Spirits were high and buoyed even further in the nation's capital when it was announced by Bucky Harris that Walter Johnson would start the fourth game. Given the Nats' 2-1 lead in the Series, this made good strategic sense. If Johnson won, the Senators would obviously be in the driver's seat, but if he lost, he'd be available for a seventh game with sufficient rest. Johnson's opponent would be lefthanded submariner Emil Yde, who'd enjoyed a superb 16-3, 2.83 season the previous year but had slipped to 17-9, 4.13 on a pennant winner in '25. Yde would be gone from the big-league scene before the end of the 1920s, and the imminent fourth game of the World Series would prove a precursor to his demise.

Yde gave up a couple of walks in the first inning, and Johnson allowed runners to get to second and third in the second, but there were no runs. After the Big Train had retired the Pirates in order, the Nats struck in the bottom of the third. The damage they wreaked, however, would be insignificant compared to the negative impact of the play that happened next. Walter Johnson, the first batter of the inning, hit a clean single to left and the great man, trying gallantly to stretch the hit into a double, stretched a leg muscle. After the next batter, lead-off man Rice, beat out an infield single, Bucky Harris hit what might have been a double-play ball toward George Grantham at first. Grantham, who, as mentioned earlier, was really a second baseman, made a good relay but Glenn Wright dropped the ball.

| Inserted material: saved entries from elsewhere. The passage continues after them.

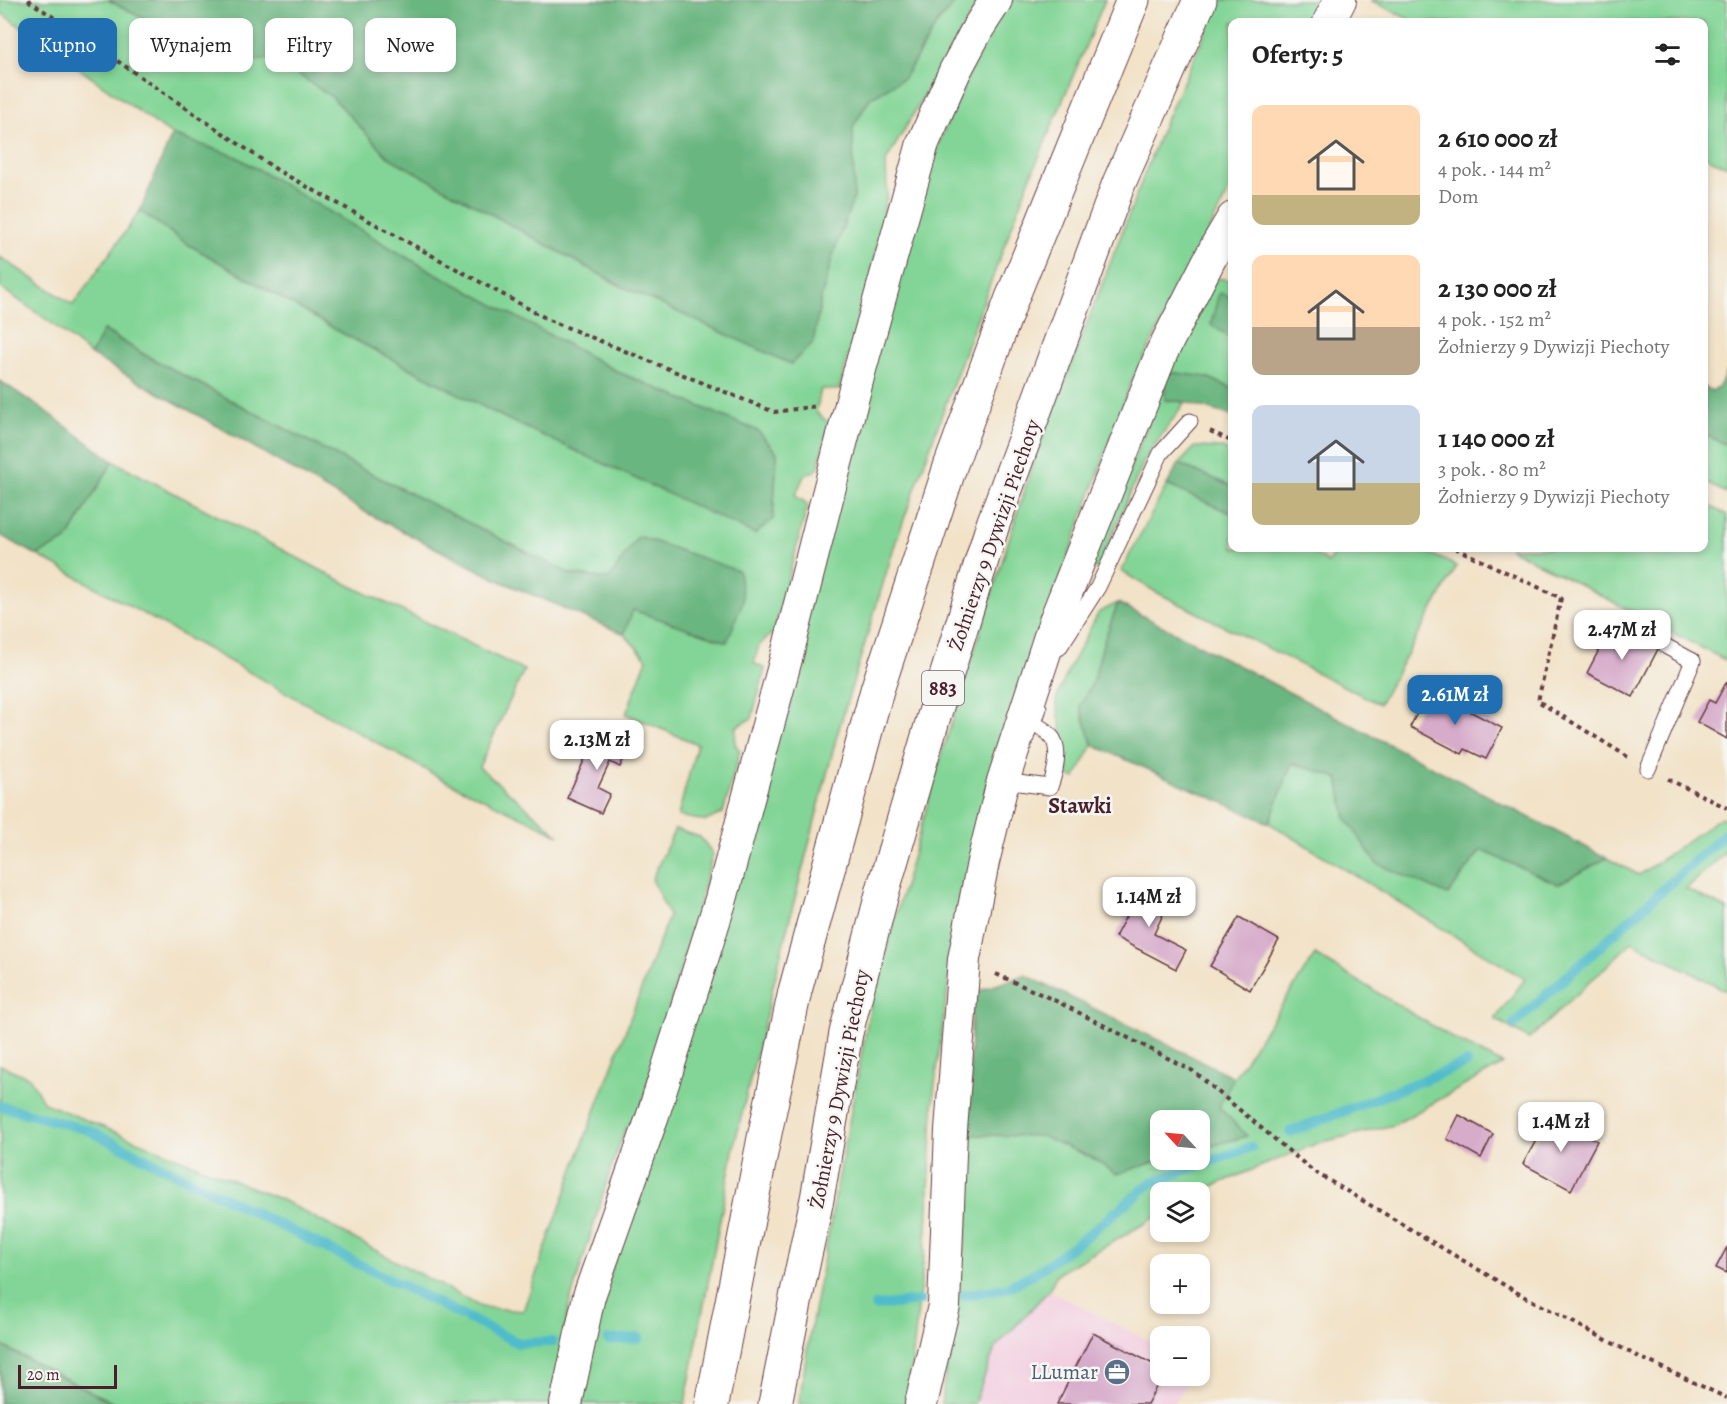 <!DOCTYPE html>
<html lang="pl">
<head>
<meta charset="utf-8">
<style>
  body { margin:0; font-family:Alegreya,serif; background:#f2f2f2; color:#222; height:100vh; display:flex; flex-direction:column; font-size:22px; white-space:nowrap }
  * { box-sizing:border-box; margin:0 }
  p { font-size:20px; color:#767676 }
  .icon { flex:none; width:33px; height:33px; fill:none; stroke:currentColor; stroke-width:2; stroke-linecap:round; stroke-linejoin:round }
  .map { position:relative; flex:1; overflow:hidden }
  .sheet { position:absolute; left:1228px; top:18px; width:480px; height:534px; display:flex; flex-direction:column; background:#fff; border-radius:12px; box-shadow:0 3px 9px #0003 }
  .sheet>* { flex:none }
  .top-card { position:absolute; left:18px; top:18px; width:570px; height:54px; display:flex; gap:12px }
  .needle { width:39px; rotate:296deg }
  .fabs { position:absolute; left:1150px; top:1110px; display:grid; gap:12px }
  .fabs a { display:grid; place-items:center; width:60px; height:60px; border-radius:12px; background:#fff; box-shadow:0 3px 9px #0003; font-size:30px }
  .scale { position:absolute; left:18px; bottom:15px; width:99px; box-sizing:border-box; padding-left:6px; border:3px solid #4a1f2b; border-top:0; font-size:16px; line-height:21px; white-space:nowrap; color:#4a1f2b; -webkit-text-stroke:4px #f6f6f2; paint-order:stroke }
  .price { position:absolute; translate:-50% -51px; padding:0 14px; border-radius:12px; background:#fff; color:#222; font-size:20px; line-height:39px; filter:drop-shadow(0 2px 3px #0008) }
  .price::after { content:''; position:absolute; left:50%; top:36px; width:18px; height:14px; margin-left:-9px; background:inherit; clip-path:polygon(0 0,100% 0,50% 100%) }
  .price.on { background:#1f6fb2; color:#fff }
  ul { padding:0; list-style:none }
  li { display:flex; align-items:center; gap:18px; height:150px; padding:0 24px }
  li span { display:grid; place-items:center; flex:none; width:168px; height:120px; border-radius:12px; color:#555 }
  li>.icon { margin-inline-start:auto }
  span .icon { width:72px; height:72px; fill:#fffc; stroke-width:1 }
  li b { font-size:26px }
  h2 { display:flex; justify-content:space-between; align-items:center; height:72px; padding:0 24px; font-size:26px }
  .pill { padding:0 21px; border-radius:12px; background:#fff; box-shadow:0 3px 9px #0003; font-size:21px; line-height:54px }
  .pill.on { background:#1f6fb2; color:#fff }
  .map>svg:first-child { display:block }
  .built { fill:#f3cfe0 }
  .green { fill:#83d597; stroke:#667a61; stroke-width:1.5 }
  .forest { fill:#6ab680; stroke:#5a6a56; stroke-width:1.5 }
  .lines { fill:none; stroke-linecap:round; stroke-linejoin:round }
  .stream { stroke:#4fbbcb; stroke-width:10 }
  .building { fill:#d7abca }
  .service-casing { stroke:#633c42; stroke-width:17 }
  .minor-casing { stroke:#633c42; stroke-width:34 }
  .trunk-casing { stroke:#633c42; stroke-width:35 }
  .path { stroke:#633c42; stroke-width:4; stroke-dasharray:4.5 4.5; stroke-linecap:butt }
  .service { stroke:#fff; stroke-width:15 }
  .minor { stroke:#fff; stroke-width:32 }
  .trunk { stroke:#fff; stroke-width:33 }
  .labels { text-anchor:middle; stroke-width:5; stroke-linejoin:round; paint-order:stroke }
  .shield { fill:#f6f6f2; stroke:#7e6067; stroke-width:1.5 }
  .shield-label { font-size:20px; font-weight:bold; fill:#4a1f2b }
  .street-label { font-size:21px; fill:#4a1f2b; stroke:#f6f6f2 }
  .service-label { font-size:21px; fill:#4e5e75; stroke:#f6f6f2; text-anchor:end }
  .neighbourhood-label { font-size:22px; font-weight:bold; fill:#4a1f2b; stroke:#f6f6f2 }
</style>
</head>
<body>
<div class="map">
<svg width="1727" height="1404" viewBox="0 0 1727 1404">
  <rect width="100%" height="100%" fill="#f6f6f2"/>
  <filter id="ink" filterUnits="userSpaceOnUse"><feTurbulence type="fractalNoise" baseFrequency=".0167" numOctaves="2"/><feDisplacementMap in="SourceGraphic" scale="12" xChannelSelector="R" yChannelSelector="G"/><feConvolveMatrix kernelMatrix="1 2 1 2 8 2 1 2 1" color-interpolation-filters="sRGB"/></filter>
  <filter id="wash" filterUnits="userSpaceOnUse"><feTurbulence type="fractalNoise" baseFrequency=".008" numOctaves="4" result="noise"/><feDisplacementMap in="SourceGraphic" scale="24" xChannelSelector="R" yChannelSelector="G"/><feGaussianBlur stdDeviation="1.35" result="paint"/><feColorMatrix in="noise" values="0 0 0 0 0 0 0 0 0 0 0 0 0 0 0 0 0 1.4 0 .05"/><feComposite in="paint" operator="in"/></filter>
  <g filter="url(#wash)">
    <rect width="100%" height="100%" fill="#f2e2c7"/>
    <path class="built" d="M1049,1290l112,57v29h30l-17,28h-200l21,-56z"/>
    <g class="green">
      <path d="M0,0h108l122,64 43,-6 60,39 55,60 233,129 201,8 13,-46 19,-51 -2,-70 18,-29 34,-20 34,-56 19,-22h23l-94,161 1,33 -15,80 -33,116 -18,-1 -5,23 13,11 -11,46 -14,7 -9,20 13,8 -34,128 -15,13 -5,18 11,6 -13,49 -16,9 -1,17 5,7 -17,62 -17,8 -28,-5 19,-72 -71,-30 21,-55 -23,-25 9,-24 -24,-31 -39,-5 -218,-110 -207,-109 -41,-25 -13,25 -41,-33 -50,-35v-30l73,48 67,-94 46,32 156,90 163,85 268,101 4,-66 -19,-22 -140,-59 -207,-112 -176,-104 -63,-21 -172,-123z"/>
      <path d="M1010,0h95l-75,178 -61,162 -74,204 -58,191 -52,202 -51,209 -49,258h-106l4,-36 349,-1210 48,-109z"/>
      <path d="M1220,0h102l-10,22h-79v161l-103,202 -68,189 -106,352 -22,165 -7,138 -18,160 -4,15h-106l9,-60 63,-341 71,-250 90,-287 129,-335z"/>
      <path d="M1370,0h353l4,2v165l-23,-11v-134h-289z"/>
      <path d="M1218,278l15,3v16l-14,-3 -8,30 22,15v50l-26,-12 -42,23 20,2 -39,55 -48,110 -11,3 112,-270z"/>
      <path d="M1704,434l23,11v48l-23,-11z"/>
      <path d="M1195,447l27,1 11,5v34l-54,-23z"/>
      <path d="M113,461l232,122 179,87 -45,97 80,68 -113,-54 -409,-226 30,-15z"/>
      <path d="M1167,485l66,29v34h74l21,15 10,-15h80l39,18 -78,138 -223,-112 -35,-21z"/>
      <path d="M1704,503l23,12v146l-218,-113h195z"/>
      <path d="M1118,603l-14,38 -11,41 -13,24 13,39 -18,33 -9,-2 -3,-38 -7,-38 13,-32 30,-56z"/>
      <path d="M1292,763l46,15 8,40 135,32 77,34 49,-26 32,17 82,-58 6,3v31l-41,38 41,20v82l-95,-49 -103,97 -34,-20 30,-40 -256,-156z"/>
      <path d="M675,829l25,8 13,17 -74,262 -14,14 -13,35 -43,140 -17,99h-437l-115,-59v-280l30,13 14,25 238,97 199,107 42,4 63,-176 83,-219 -17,-37z"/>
      <path d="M1315,955l141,85 47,24 -109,61 -76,18 -120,49h-37v22l-104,60 -8,16 -54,58 -21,56h-33l28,-194 -1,-75h73l54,24 21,15 45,-14h39v-11l46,-13 -27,-29 15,-30z"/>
    </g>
    <g class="forest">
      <path d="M108,0h849l-19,22 -34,56 -34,20 -17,29 1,70 -19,51 -13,46 -9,49 -22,21 -170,-78 -233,-129 -55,-59 -60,-40 -43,6z"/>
      <path d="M172,135l63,21 176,104 207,112 140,59 19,22 -4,66 -18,15 -250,-116 -163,-85 -156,-90 -46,-32z"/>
      <path d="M1219,293l14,4v42l-22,-14z"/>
      <path d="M103,330l42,25 207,109 218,110 39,5 29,-43 101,35 4,30 -16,41 -94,-32 -9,24 -124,-53 -135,-69 -123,-72 -151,-85z"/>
      <path d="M1164,371l43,6 26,12v27l-48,-14 -20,-2z"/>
      <path d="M1727,371v74l-23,-11v-47l8,4 8,-6z"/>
      <path d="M0,381l44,29 69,51 -46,79 -30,15 -37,-20z"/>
      <path d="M1179,464l54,23v27l-66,-29z"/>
      <path d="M1118,603l489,255 -49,26 -77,-34 -33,45 -72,-32 -30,-45 -8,-40 -46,-15 -23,60 -176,-78 -13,-39 13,-24 11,-41z"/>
      <path d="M1025,975l209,102 -15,30 28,29 -47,13v-29h-39v40l-45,14 -21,-15 -54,-23 -73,-1 4,-142z"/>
      <path d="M0,1345l115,59h-115z"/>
    </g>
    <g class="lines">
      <g class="stream">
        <path d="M1514,1024l213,-192"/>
        <path d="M0,1106l88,24 430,213 34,-1"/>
        <path d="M1290,1132l177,-69"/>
        <path d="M964,1295l43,-7 31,-17 46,-33 68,-56 99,-35"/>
        <path d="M875,1306l45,-5"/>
        <path d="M608,1340l31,-2"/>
      </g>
    </g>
    <g id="blocks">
      <g class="building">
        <path d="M1612,625l46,24 -25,48 -46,-24z"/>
        <path d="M1727,681v58l-30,-17 12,-22 6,3z"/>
        <path d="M1429,690l73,38 -16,31 -21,-10 -3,5 -52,-27z"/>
        <path d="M598,730l32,14 -10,23 -10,-5 -12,26 12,6 -9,19 -34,-15z"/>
        <path d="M1143,884l27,15 -16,35 32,16 -10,19 -61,-32z"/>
        <path d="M1239,917l40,23 -29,50 -40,-24z"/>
        <path d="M1459,1115l34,19 -12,24 -34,-19z"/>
        <path d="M1564,1116l20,11 -3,5 16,9 -26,49 -48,-26 21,-38 11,6z"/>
        <path d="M1727,1247v26l-11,-5z"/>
        <path d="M1093,1333l68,35 1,8 -15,28h-90z"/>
      </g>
    </g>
  </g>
  <g filter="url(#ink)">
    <use href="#blocks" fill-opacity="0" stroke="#633c42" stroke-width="1.5"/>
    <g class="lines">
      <defs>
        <g id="service">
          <path d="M1059,648l39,-61 63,-134 29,-32"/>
          <path d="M1648,769l45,-108 -26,-14"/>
          <path d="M1003,781l47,6c5,-14 12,-40 0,-52 -4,-5 -11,-8 -16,-12l5,-15"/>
        </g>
        <g id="minor">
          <path d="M1329,22l11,-22"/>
          <path d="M566,1404l23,-108 63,-178 69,-219 66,-244 72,-282 64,-230 32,-72 23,-43 18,-28"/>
          <path d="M921,1404l23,-98 7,-176 13,-171 19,-97 20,-81 52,-160 107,-269 55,-107 16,-27"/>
        </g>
        <g id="trunk">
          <path d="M712,1404l52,-266 31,-147 82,-301 74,-226 61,-166 121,-298"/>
          <path d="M775,1404l23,-116 19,-89 29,-166 37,-143 51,-174 59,-192 126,-341 81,-183"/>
        </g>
      </defs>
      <use href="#service" class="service-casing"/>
      <use href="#minor" class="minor-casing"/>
      <use href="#trunk" class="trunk-casing"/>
      <g class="path">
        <path d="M28,0l249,170 272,150 225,92 43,-6"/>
        <path d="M1210,431l23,11"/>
        <path d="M1455,548l106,50 -23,103 90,56"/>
        <path d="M1668,779l59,29"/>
        <path d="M996,974l60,27 137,70 120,100 203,121 117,62 94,44"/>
      </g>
      <use href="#service" class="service"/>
      <use href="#minor" class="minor"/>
      <use href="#trunk" class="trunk"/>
    </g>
  </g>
  <defs>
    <symbol id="office-disc" viewBox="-11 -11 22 22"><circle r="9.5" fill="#5c6f8a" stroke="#f6f6f2"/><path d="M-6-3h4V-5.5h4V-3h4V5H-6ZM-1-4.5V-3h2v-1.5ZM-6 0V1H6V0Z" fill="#fff"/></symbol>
  </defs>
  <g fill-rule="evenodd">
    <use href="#office-disc" x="1102" y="1357" width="30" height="30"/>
  </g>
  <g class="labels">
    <rect class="shield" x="922" y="671" width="42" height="34" rx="4.5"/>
    <g class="shield-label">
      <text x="943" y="695">883</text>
    </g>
    <g class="street-label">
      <text transform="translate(994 535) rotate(-71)" y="7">Żołnierzy 9 Dywizji Piechoty</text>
      <text transform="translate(839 1089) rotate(-79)" y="7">Żołnierzy 9 Dywizji Piechoty</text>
    </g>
    <g class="service-label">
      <text x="1098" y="1379">LLumar</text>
    </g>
    <g class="neighbourhood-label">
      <text x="1080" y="813">Stawki</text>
    </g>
  </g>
</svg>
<div class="fabs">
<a><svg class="needle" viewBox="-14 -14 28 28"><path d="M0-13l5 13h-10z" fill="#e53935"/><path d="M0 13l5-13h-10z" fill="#767676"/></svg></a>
<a><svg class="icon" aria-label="layers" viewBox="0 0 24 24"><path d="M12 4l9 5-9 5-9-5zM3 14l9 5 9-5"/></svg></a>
<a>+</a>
<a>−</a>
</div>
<div class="scale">20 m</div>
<b class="price" style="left:1622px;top:661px">2.47M zł</b>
<b class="price on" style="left:1455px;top:726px">2.61M zł</b>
<b class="price" style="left:597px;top:771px">2.13M zł</b>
<b class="price" style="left:1149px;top:928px">1.14M zł</b>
<b class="price" style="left:1561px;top:1153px">1.4M zł</b>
<div class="top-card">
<a class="pill on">Kupno</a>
<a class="pill">Wynajem</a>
<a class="pill">Filtry</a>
<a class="pill">Nowe</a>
</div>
<section class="sheet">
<h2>Oferty: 5<svg class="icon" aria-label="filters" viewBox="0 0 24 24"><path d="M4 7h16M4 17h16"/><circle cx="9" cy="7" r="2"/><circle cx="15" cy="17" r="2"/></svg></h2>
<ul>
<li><span style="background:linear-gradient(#ffd9b3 75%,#c2b280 0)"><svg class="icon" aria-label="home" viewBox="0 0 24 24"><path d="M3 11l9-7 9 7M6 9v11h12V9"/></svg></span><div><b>2 610 000 zł</b><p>4 pok. · 144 m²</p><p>Dom</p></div></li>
<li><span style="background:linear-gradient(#ffd9b3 60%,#b9a48a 0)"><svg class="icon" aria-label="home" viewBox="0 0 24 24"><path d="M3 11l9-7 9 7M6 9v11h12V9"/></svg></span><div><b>2 130 000 zł</b><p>4 pok. · 152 m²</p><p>Żołnierzy 9 Dywizji Piechoty</p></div></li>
<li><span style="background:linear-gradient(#c9d6e8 65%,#c2b280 0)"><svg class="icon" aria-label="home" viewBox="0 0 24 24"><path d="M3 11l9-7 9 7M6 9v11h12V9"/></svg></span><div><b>1 140 000 zł</b><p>3 pok. · 80 m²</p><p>Żołnierzy 9 Dywizji Piechoty</p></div></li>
</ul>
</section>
</div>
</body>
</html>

The play opened the floodgates, and Goose Goslin then unleashed a huge blast into the left centerfield bleachers, a shot of well over 420 feet, his second home run of the Series. Moon Harris, the next batter, then hit one nearly as far into the bleachers in left, his second homer of an outstanding World Series for him. With the Senators suddenly up 4-0, Joe Judge coaxed a walk out of Yde, who was out of what would turn out to be his one and only World Series game after getting just seven batters out.

Johnson, who'd stayed in the game despite being bandaged after his ill-fated slide into second, pitched from the stretch but otherwise showed no ill effects the rest of the way. He gave up just four more hits through the last six innings after the incident, two of them to the infield. He's surrendered only six singles, and walked just two, as only one Pirate reached third base all day. The 4-0 shutout had the Nats just one win away.

The Big Train had not had the usual dominance and struck out just two, compared to the ten he'd racked up while getting his first win in game one. At 37 years, 11 months, he set the still-standing (as of 2000) record as the oldest pitcher to throw a complete-game World Series shutout. It had taken him a long time, but after 17 mostly disheartening seasons in the majors, he was now just one win away from a second straight World Championship . . . no team had ever lost a World Series after holding a 3-1 lead in games.